= Land tenure =

Legal regime in which area owned by an individual is held by another person

In common law systems, land tenure, from the French verb "tenir" meaning "to hold", is the legal regime in which land "owned" by an individual is possessed by someone else who is said to "hold" the land, based on an agreement between both individuals. It determines who can use land, for how long and under what conditions. Tenure may be based both on official laws and policies, and on informal local customs (insofar higher law does allow that). In other words, land tenure implies a system according to which land is held by an individual or the actual tiller of the land but this person does not have legal ownership.
It determines the holder's rights and responsibilities in connection with their holding. The sovereign monarch, known in the United Kingdom as the Crown, held land in its own right. All land holders are either its tenants or sub-tenants. Tenure signifies a legal relationship between tenant and lord, arranging the duties and rights of tenant and lord in relationship to the land. Over history, many different forms of land tenure, i.e., ways of holding land, have been established.

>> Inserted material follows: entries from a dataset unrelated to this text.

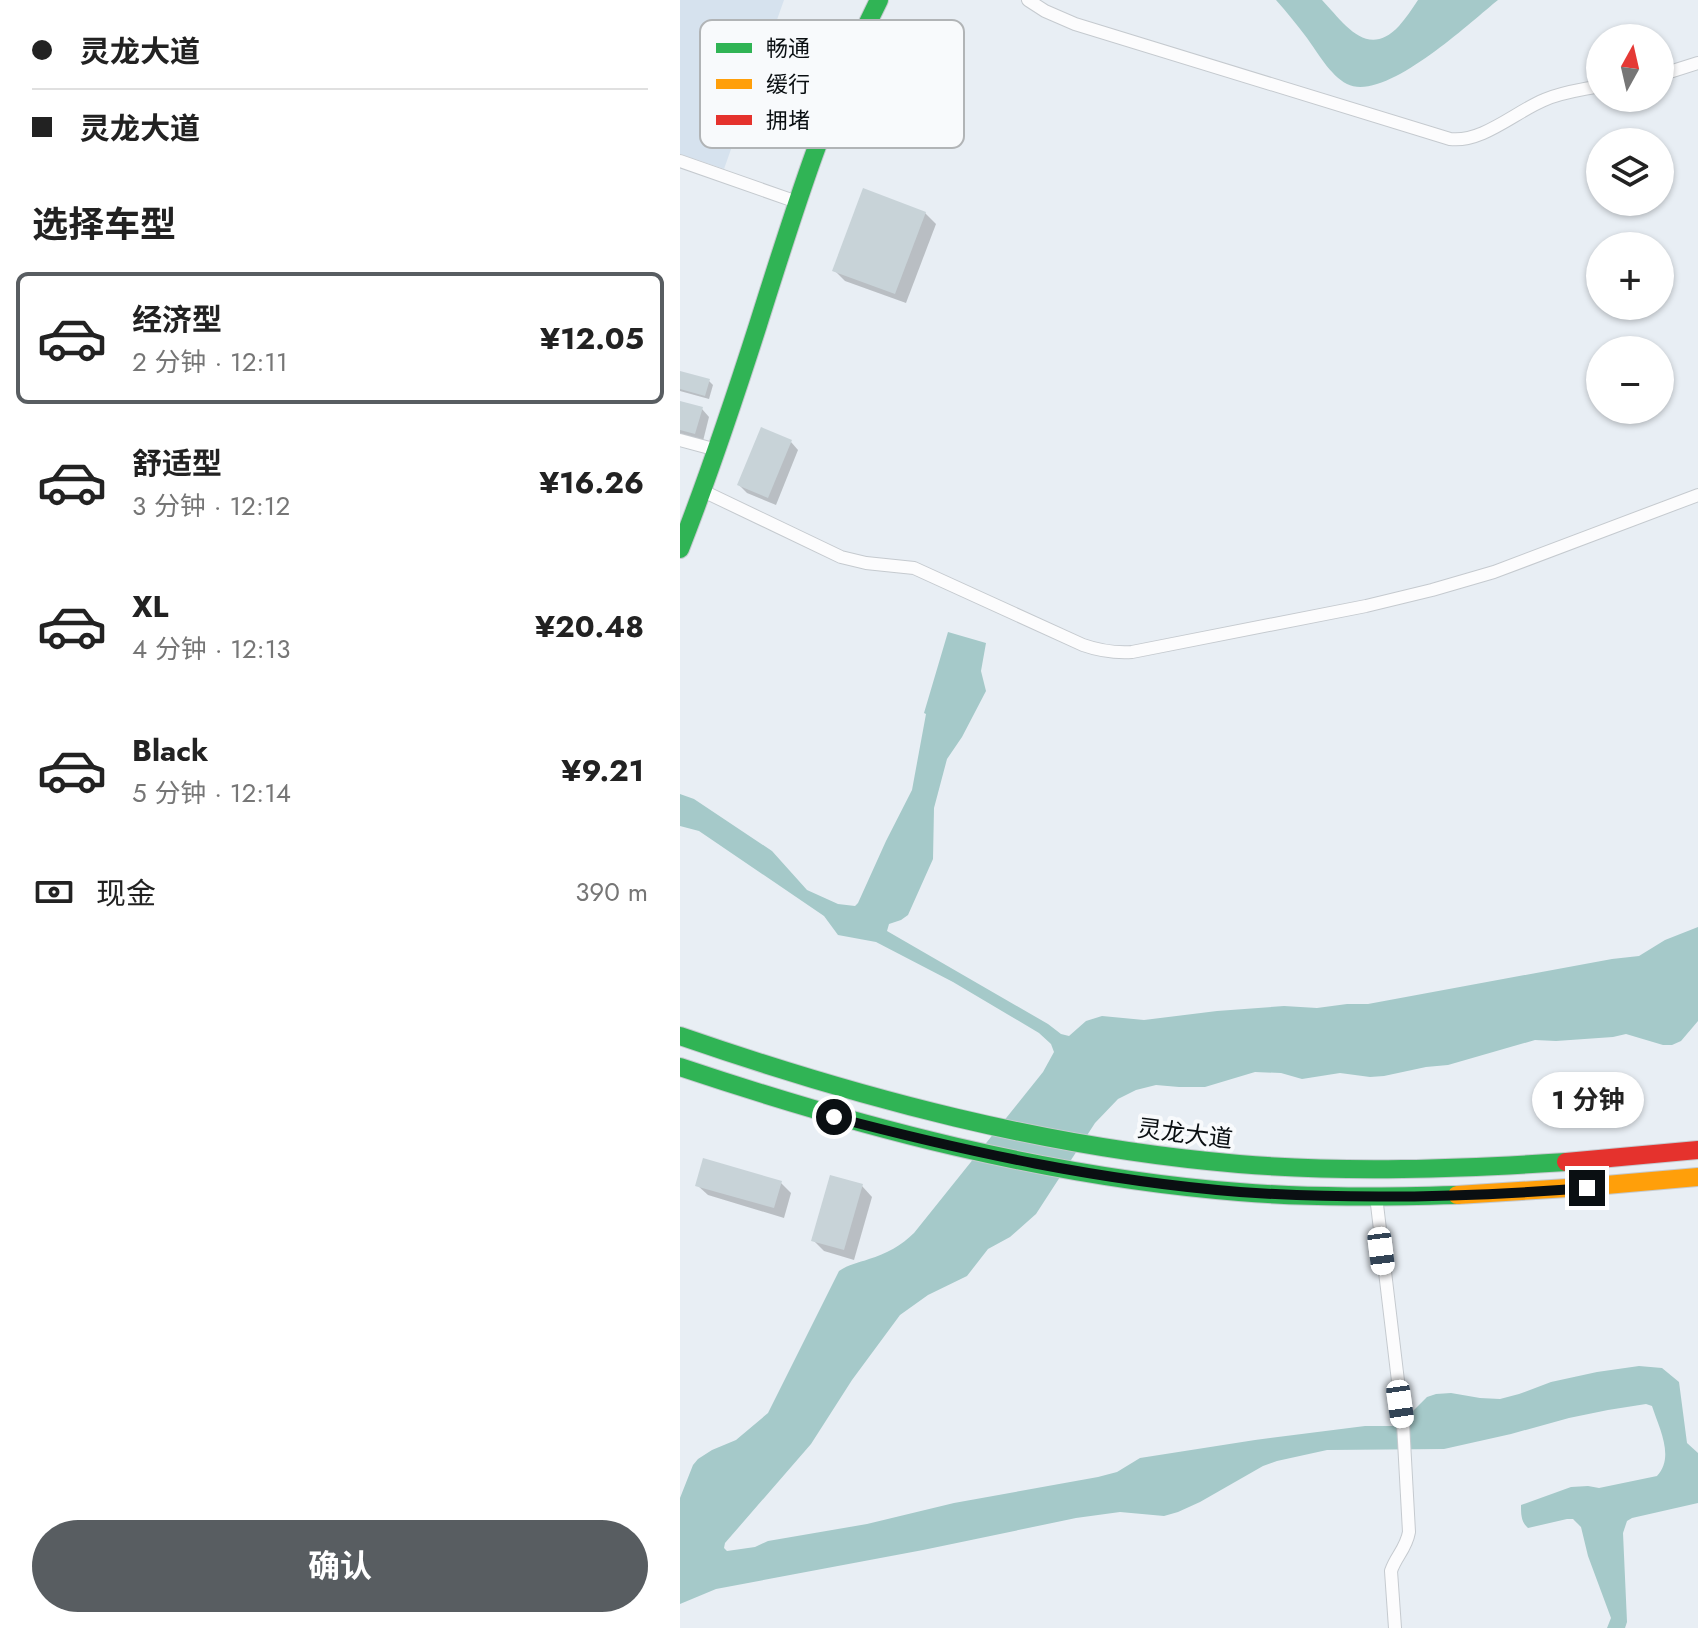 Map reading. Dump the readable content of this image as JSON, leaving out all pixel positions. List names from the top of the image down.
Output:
{
  "streets": {
    "main road": ["灵龙大道"]
  },
  "legend": ["畅通", "缓行", "拥堵"],
  "north": "top",
  "page": {
    "banner": ["灵龙大道", "灵龙大道"],
    "map_buttons": ["+", "−"],
    "heading": "选择车型",
    "list": [
      {
        "name": "经济型",
        "note": "2 分钟 · 12:11",
        "value": "¥12.05"
      },
      {
        "name": "舒适型",
        "note": "3 分钟 · 12:12",
        "value": "¥16.26"
      },
      {
        "name": "XL",
        "note": "4 分钟 · 12:13",
        "value": "¥20.48"
      },
      {
        "name": "Black",
        "note": "5 分钟 · 12:14",
        "value": "¥9.21"
      }
    ],
    "pay": ["现金", "390 m"],
    "bubble": "1 分钟",
    "buttons": "确认"
  }
} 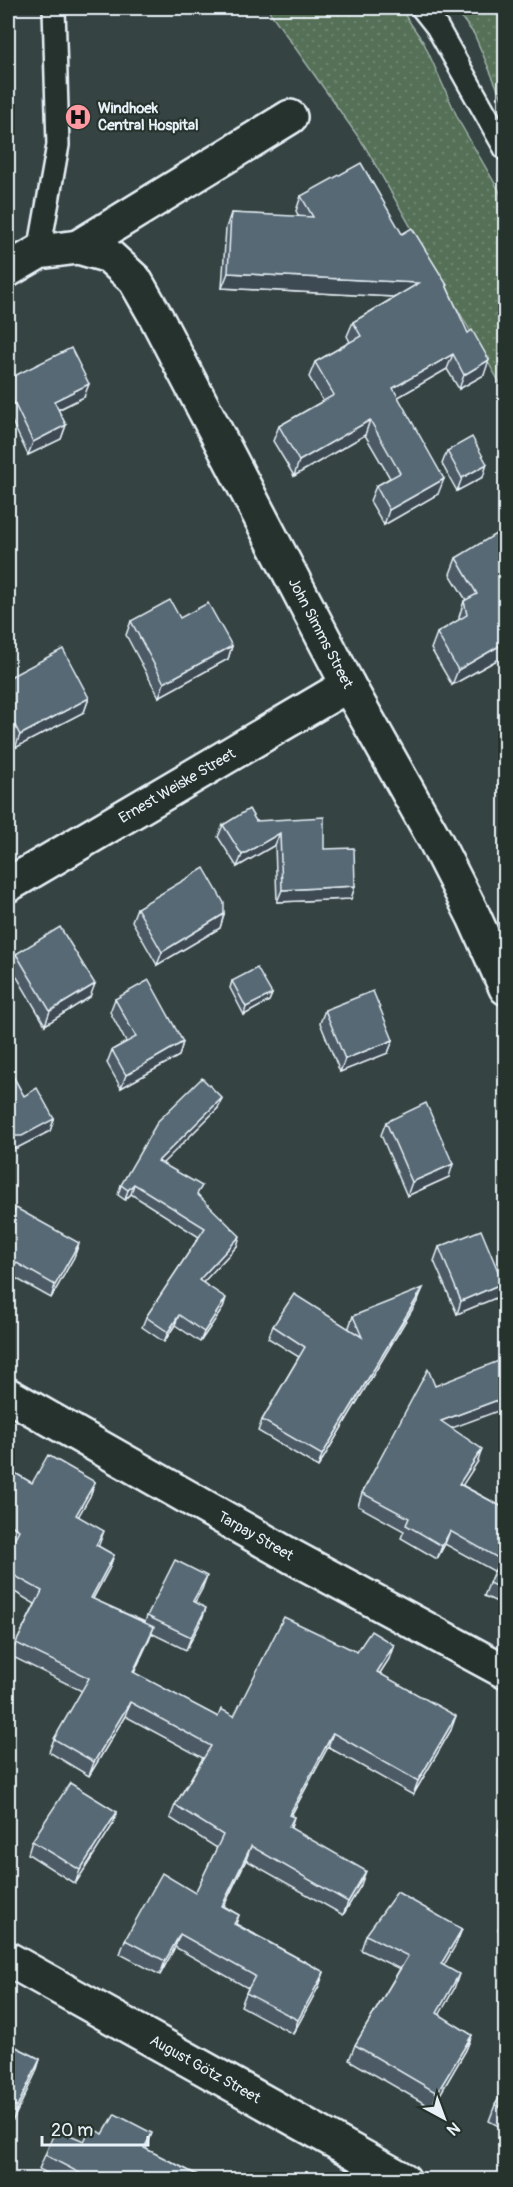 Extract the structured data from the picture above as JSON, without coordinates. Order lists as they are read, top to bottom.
{
  "streets": {
    "street": [
      "John Simms Street",
      "Ernest Weiske Street",
      "Tarpay Street",
      "August Götz Street"
    ]
  },
  "crossings": [
    ["John Simms Street", "Ernest Weiske Street"]
  ],
  "places": {
    "hospital": ["Windhoek Central Hospital"]
  },
  "scale_bar": "20 m",
  "north": "bottom right"
} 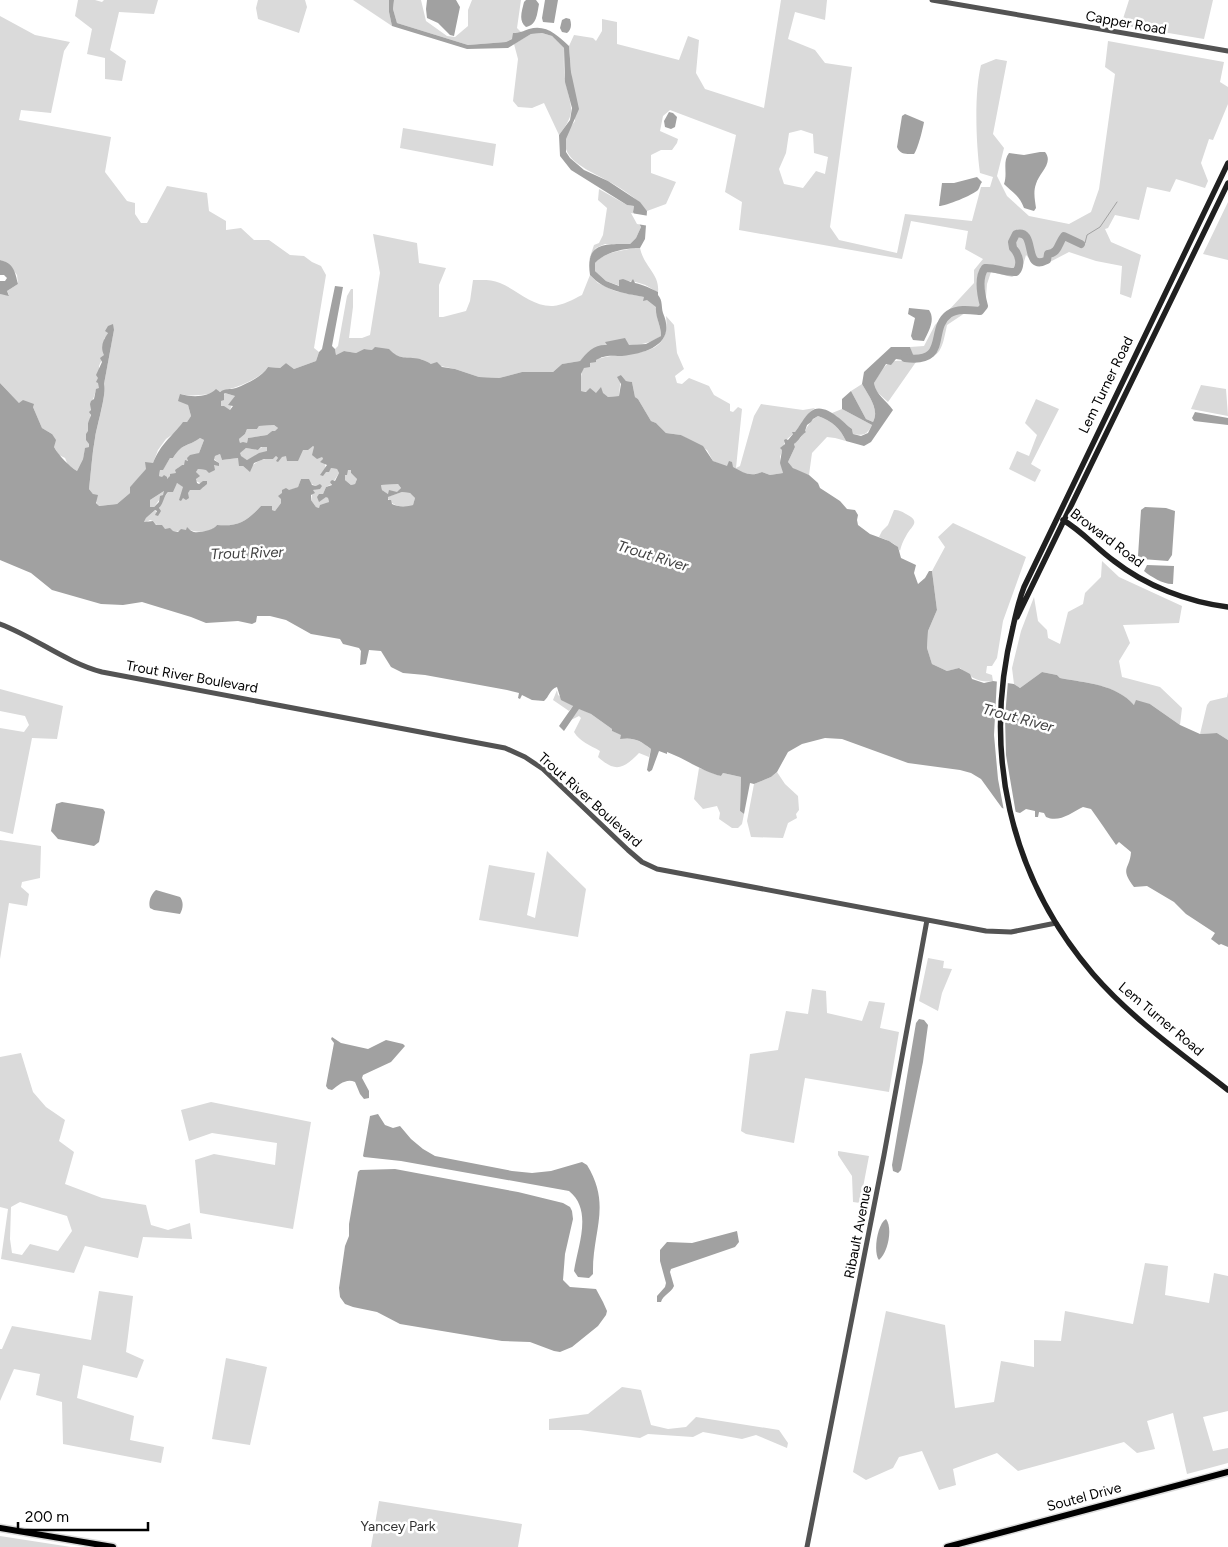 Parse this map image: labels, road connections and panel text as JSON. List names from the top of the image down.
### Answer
{
  "streets": {
    "main road": ["Lem Turner Road", "Broward Road", "Soutel Drive"],
    "street": ["Capper Road", "Trout River Boulevard", "Ribault Avenue"]
  },
  "crossings": [
    ["Lem Turner Road", "Broward Road"],
    ["Lem Turner Road", "Trout River Boulevard"],
    ["Trout River Boulevard", "Ribault Avenue"]
  ],
  "water": ["Trout River"],
  "parks": ["Yancey Park"],
  "scale_bar": "200 m"
} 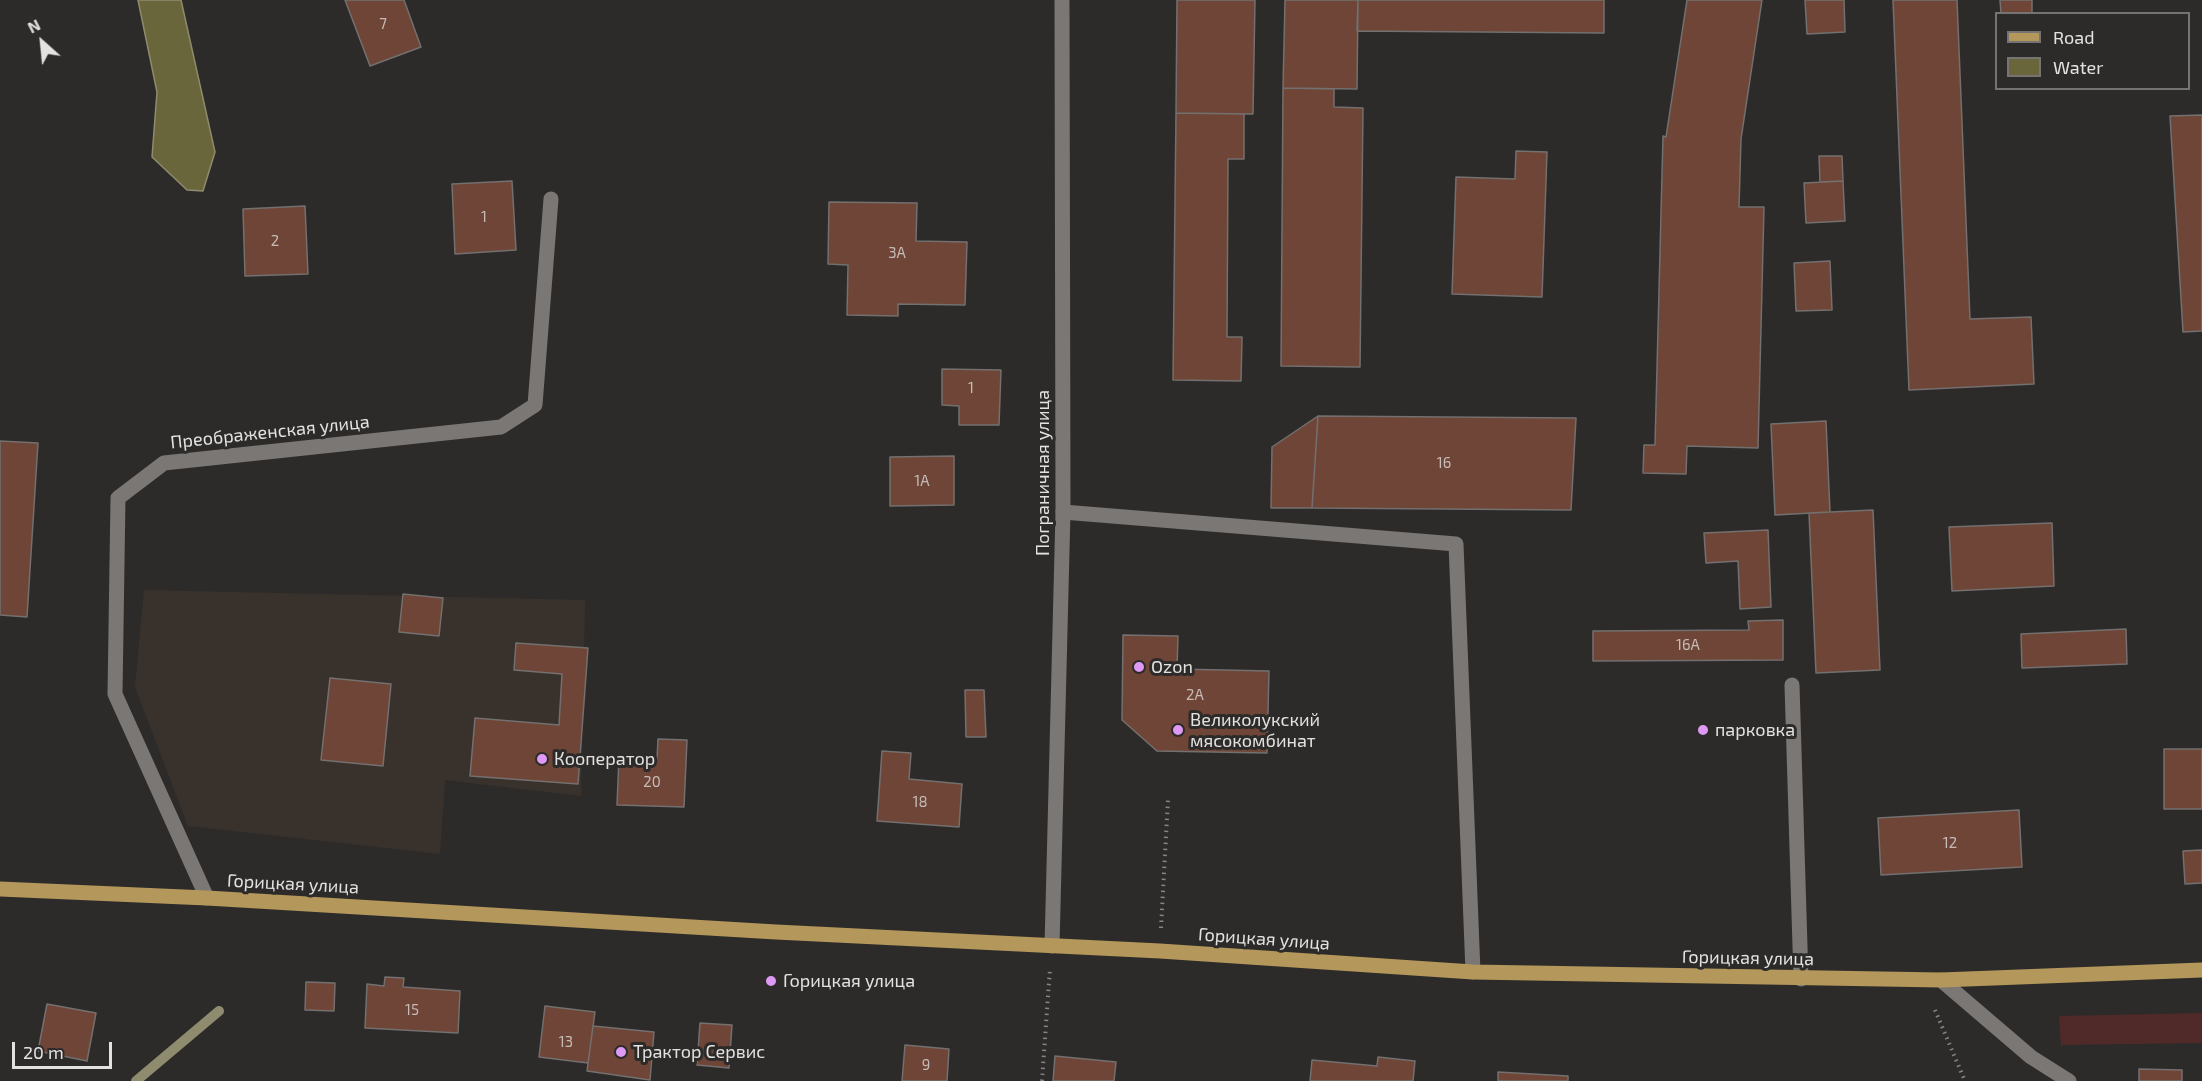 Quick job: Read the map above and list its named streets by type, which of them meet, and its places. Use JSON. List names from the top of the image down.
{
  "streets": {
    "main road": ["Горицкая улица"],
    "street": ["Преображенская улица", "Пограничная улица"]
  },
  "crossings": [
    ["Преображенская улица", "Горицкая улица"],
    ["Пограничная улица", "Горицкая улица"]
  ],
  "places": [
    "Ozon",
    "Великолукский мясокомбинат",
    "парковка",
    "Кооператор",
    "Горицкая улица",
    "Трактор Сервис"
  ],
  "house_numbers": [
    "7",
    "1",
    "2",
    "3А",
    "1",
    "16",
    "1А",
    "16А",
    "2А",
    "20",
    "18",
    "12",
    "15",
    "13",
    "9"
  ],
  "legend": ["Road", "Water"],
  "scale_bar": "20 m",
  "north": "top left"
}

A land claim is "the pursuit of recognized territorial ownership by a group or individual", usually only used with respect to disputed or unresolved ownership cases. A landowner is the holder of the estate in land with the most extensive and exclusive rights of ownership over the territory, simply put, the owner of land.

==Feudal tenure==

The legal concept of land tenure in the Middle Ages has become known as the feudal system that has been widely used throughout Europe, the Middle East and Asia Minor. The lords who received land directly from the Crown, or another landowner, in exchange for certain rights and obligations were called tenants-in-chief.

They doled out portions of their land to lesser tenants who in turn divided it among even lesser tenants. This process—that of granting subordinate tenancies—is known as subinfeudation. In this way, all individuals except the monarch did hold the land "of" someone else because legal ownership was with the (superior) monarch, also known as
overlord or
suzerain.

Historically, it was usual for there to be reciprocal duties and rights between lord and tenant. There were different kinds of tenure to fit various kinds of need. For instance, a military tenure might be by knight-service, requiring the tenant to supply the lord with a number of armed horsemen and ground troops.

The fees were often lands, land revenue or revenue-producing real property, typically known as fiefs or fiefdoms. Over the ages, and depending on the region, a broad variety of customs developed based on the same legal principle. The famous Magna Carta for instance was a legal contract based on the medieval system of land tenure.

The concept of tenure has since evolved into other forms, such as leases and estates.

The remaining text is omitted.